ASSIGNMENT = Report back the lines in this listing that carry the string "shadow".

┄┄┄┄┄┄

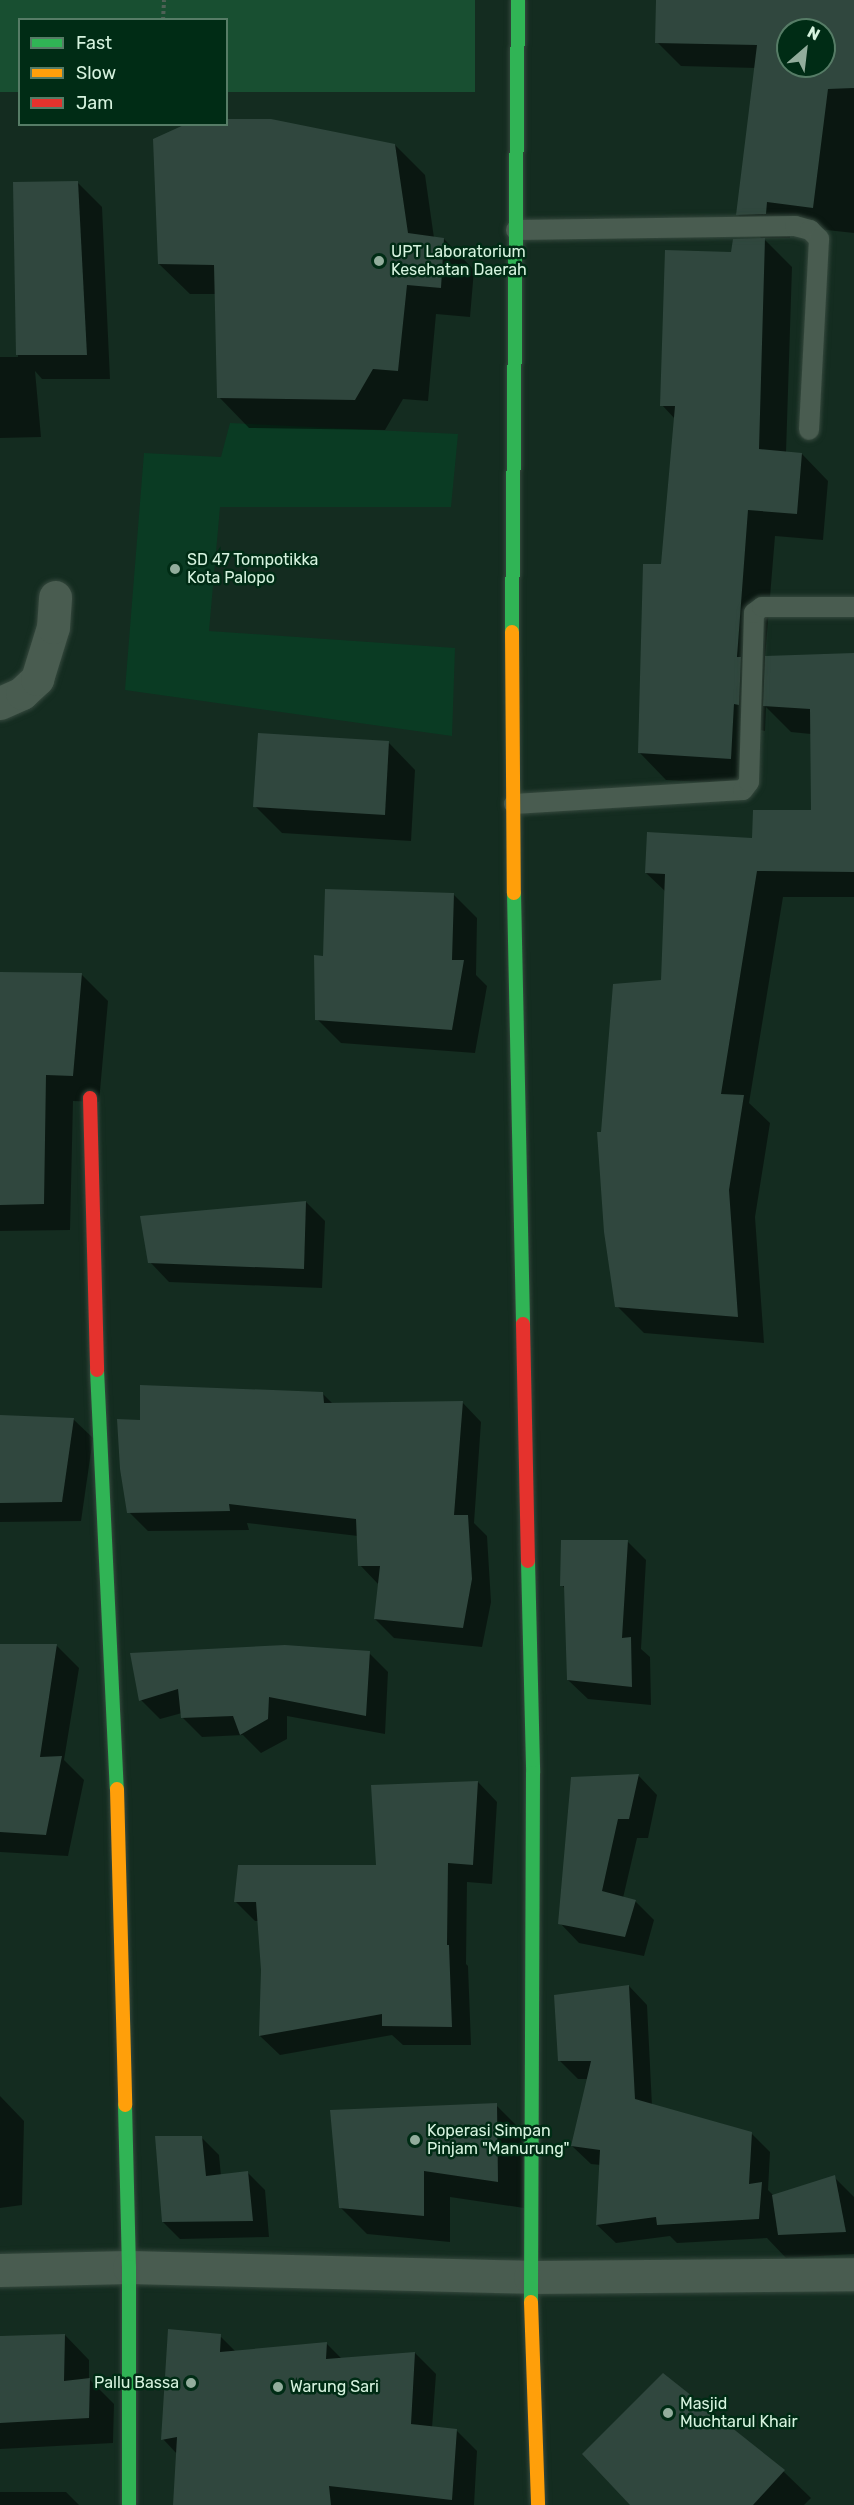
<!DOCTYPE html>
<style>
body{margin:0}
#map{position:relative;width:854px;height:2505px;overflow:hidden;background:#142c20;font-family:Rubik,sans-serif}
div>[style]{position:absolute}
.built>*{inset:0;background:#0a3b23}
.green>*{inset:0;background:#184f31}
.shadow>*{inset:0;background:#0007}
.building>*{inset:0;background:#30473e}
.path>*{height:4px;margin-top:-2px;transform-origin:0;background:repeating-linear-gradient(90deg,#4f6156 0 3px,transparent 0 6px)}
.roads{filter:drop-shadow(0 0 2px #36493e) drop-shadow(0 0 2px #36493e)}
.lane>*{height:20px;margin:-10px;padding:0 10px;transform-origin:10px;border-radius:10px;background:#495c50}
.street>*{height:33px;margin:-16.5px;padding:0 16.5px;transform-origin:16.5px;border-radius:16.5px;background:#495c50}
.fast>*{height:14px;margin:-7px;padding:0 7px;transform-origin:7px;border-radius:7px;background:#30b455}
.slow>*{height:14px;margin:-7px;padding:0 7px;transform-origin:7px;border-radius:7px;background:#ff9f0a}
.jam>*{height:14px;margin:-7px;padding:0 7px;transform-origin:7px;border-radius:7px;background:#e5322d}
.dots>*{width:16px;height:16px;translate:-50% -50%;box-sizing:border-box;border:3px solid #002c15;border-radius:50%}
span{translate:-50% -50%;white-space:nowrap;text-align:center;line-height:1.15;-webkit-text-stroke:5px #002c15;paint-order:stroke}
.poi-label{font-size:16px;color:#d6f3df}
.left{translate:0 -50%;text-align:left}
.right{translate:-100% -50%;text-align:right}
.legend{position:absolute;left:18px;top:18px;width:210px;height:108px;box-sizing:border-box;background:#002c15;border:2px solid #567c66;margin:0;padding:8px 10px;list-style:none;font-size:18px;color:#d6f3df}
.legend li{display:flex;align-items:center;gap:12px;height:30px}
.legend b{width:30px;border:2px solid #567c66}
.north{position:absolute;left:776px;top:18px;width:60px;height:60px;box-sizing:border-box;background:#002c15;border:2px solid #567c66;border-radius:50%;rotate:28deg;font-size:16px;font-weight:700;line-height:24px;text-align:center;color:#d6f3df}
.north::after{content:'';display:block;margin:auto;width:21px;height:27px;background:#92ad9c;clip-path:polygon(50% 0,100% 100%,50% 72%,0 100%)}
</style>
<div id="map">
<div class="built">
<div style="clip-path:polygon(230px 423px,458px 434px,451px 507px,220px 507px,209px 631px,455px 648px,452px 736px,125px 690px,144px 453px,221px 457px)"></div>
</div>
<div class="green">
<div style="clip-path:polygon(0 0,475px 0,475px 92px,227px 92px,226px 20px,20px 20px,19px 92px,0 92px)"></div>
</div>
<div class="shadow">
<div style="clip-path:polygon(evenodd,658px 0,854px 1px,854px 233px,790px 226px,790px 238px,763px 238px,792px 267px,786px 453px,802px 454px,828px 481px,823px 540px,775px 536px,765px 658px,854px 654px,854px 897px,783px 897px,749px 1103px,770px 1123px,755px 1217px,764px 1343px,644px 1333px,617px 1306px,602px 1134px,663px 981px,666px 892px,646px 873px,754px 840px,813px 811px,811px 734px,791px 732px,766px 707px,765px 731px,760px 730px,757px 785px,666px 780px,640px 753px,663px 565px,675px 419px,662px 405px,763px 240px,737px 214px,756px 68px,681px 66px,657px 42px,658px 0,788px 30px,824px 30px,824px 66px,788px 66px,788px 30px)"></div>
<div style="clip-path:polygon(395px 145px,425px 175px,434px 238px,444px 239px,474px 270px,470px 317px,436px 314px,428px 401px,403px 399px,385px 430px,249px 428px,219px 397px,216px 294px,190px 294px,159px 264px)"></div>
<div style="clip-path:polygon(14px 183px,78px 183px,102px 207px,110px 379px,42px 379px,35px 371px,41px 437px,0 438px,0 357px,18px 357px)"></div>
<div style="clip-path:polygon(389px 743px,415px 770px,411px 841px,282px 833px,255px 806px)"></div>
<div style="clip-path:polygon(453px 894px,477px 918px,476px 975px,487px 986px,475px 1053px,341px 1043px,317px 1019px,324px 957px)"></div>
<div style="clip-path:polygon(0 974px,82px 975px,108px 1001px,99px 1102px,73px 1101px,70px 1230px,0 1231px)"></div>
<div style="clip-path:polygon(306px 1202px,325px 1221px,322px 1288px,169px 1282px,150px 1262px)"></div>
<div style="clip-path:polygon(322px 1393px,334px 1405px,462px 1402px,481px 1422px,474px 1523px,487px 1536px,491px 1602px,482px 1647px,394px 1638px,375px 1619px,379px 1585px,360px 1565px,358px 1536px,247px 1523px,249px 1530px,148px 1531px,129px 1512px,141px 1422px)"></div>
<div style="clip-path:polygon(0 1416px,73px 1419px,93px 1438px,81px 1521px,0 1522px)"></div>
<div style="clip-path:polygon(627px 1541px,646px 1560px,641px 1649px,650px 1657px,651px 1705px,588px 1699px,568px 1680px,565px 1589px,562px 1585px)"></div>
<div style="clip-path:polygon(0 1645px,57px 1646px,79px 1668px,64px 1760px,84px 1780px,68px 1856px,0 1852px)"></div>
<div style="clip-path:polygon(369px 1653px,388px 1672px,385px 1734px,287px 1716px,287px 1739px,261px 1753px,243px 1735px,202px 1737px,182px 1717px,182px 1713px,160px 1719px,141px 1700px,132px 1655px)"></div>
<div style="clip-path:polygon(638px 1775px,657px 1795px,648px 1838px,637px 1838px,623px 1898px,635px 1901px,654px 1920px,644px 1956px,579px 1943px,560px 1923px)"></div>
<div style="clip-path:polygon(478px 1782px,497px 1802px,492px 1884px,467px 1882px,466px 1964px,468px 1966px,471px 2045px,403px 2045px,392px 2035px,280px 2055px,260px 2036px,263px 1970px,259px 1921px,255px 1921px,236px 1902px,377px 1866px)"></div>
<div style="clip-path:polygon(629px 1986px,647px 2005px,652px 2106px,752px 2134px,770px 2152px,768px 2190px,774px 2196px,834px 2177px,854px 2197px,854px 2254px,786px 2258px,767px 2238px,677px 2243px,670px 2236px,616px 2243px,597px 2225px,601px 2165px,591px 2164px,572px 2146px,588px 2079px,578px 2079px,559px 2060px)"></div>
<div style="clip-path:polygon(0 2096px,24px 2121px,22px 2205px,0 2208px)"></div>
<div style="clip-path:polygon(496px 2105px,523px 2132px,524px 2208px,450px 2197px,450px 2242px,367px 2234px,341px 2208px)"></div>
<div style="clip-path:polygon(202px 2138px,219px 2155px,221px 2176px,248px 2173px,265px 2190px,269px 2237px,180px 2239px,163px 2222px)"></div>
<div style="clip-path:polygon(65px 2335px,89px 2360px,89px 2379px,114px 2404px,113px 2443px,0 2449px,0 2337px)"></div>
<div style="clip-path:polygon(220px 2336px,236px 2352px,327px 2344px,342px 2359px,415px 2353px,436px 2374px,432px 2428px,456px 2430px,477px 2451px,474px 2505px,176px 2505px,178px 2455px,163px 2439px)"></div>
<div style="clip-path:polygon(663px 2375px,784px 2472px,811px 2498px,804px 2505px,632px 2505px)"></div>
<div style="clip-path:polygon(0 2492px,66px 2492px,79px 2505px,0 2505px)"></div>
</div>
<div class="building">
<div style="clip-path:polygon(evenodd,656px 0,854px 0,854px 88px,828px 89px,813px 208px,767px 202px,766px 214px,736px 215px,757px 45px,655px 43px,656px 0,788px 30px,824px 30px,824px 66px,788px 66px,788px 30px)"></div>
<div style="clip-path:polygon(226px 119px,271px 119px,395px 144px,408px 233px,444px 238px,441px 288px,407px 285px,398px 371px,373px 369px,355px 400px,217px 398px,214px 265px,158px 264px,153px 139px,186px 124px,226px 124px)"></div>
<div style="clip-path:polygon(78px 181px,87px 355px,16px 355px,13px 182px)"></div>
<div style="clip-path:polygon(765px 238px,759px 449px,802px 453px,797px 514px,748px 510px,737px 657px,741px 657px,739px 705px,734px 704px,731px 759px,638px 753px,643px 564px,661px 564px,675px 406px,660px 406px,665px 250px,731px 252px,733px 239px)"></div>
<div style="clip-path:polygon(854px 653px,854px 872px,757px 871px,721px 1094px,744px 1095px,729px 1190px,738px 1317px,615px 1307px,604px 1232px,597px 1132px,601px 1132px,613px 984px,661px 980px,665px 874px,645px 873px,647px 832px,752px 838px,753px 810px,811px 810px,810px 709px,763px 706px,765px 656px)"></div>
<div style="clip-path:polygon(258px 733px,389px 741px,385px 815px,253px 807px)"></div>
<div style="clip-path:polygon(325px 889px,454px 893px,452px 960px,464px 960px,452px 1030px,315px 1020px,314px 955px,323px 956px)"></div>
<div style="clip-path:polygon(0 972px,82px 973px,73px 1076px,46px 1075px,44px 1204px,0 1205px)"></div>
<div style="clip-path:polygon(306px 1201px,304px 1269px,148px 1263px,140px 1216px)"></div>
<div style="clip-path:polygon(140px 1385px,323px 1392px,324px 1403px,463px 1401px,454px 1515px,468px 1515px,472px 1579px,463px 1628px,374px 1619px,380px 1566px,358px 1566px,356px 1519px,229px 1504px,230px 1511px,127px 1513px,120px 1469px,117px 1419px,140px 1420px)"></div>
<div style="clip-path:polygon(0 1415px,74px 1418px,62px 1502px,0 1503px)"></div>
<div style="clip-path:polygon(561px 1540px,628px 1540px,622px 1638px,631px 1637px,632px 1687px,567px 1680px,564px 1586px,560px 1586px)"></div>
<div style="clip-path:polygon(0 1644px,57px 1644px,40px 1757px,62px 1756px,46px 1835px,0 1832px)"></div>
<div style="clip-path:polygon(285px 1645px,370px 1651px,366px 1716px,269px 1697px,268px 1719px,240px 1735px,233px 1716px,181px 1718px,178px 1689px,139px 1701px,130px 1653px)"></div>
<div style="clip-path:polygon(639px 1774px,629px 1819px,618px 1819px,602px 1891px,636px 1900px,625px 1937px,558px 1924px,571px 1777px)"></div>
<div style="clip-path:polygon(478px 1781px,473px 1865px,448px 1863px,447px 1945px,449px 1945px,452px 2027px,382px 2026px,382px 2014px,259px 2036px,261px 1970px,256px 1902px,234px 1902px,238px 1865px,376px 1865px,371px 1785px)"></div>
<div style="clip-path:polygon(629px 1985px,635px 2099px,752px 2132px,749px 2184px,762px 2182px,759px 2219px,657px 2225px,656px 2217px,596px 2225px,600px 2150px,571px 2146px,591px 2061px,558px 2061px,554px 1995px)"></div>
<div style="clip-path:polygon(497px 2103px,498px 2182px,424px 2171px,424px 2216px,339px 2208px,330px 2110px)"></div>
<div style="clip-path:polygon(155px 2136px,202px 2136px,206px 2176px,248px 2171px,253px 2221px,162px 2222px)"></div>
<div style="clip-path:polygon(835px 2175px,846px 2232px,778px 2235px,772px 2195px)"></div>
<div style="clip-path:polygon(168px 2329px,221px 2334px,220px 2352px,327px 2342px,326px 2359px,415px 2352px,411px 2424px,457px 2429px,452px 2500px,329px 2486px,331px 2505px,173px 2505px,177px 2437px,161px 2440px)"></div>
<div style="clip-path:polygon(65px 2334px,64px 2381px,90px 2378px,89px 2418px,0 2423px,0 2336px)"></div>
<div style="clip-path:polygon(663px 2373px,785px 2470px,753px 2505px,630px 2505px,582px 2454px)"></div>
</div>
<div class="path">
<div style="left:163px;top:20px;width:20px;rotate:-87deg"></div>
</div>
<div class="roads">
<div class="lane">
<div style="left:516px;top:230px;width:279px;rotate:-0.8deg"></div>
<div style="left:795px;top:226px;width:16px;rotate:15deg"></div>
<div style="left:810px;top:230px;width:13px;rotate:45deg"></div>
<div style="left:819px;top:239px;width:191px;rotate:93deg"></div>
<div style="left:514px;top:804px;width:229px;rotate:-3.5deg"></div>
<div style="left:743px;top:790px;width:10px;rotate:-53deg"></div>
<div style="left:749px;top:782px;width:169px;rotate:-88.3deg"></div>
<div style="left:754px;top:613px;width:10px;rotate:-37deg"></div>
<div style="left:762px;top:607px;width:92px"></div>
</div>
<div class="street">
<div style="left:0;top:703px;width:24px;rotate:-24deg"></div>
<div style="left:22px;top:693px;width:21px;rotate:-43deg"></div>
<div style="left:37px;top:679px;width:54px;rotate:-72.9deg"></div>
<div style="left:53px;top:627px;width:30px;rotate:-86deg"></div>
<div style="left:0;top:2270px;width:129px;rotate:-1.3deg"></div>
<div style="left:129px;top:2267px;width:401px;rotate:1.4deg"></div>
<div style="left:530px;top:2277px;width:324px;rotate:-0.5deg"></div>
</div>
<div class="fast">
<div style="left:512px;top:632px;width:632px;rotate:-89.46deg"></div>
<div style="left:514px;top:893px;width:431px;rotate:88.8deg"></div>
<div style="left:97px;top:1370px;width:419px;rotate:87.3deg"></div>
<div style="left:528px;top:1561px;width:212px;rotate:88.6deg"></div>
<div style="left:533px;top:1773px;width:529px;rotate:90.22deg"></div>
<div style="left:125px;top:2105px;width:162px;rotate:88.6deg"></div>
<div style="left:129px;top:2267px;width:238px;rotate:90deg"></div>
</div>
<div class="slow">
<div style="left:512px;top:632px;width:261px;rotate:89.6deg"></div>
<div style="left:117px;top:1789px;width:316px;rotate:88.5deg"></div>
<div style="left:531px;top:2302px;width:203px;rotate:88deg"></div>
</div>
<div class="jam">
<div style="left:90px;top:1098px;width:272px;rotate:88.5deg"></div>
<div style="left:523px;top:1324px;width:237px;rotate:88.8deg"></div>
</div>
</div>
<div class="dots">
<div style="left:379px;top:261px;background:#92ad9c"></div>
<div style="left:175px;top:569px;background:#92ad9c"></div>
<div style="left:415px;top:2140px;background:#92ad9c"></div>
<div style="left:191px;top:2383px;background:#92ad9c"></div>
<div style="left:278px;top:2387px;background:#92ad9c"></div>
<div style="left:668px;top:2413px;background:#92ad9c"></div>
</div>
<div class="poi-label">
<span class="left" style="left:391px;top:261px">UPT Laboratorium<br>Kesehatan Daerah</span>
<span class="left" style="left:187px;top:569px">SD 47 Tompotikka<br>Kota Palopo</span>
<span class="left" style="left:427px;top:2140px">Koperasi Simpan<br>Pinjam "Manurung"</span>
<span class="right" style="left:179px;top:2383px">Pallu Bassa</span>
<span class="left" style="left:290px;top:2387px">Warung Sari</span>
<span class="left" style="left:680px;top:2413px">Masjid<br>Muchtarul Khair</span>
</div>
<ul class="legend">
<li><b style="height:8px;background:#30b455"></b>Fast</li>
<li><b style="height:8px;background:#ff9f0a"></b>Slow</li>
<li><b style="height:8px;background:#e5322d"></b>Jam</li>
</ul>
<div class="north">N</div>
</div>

┄┄┄┄┄┄

WRITTEN ANSWER =
.shadow>*{inset:0;background:#0007}
.roads{filter:drop-shadow(0 0 2px #36493e) drop-shadow(0 0 2px #36493e)}
<div class="shadow">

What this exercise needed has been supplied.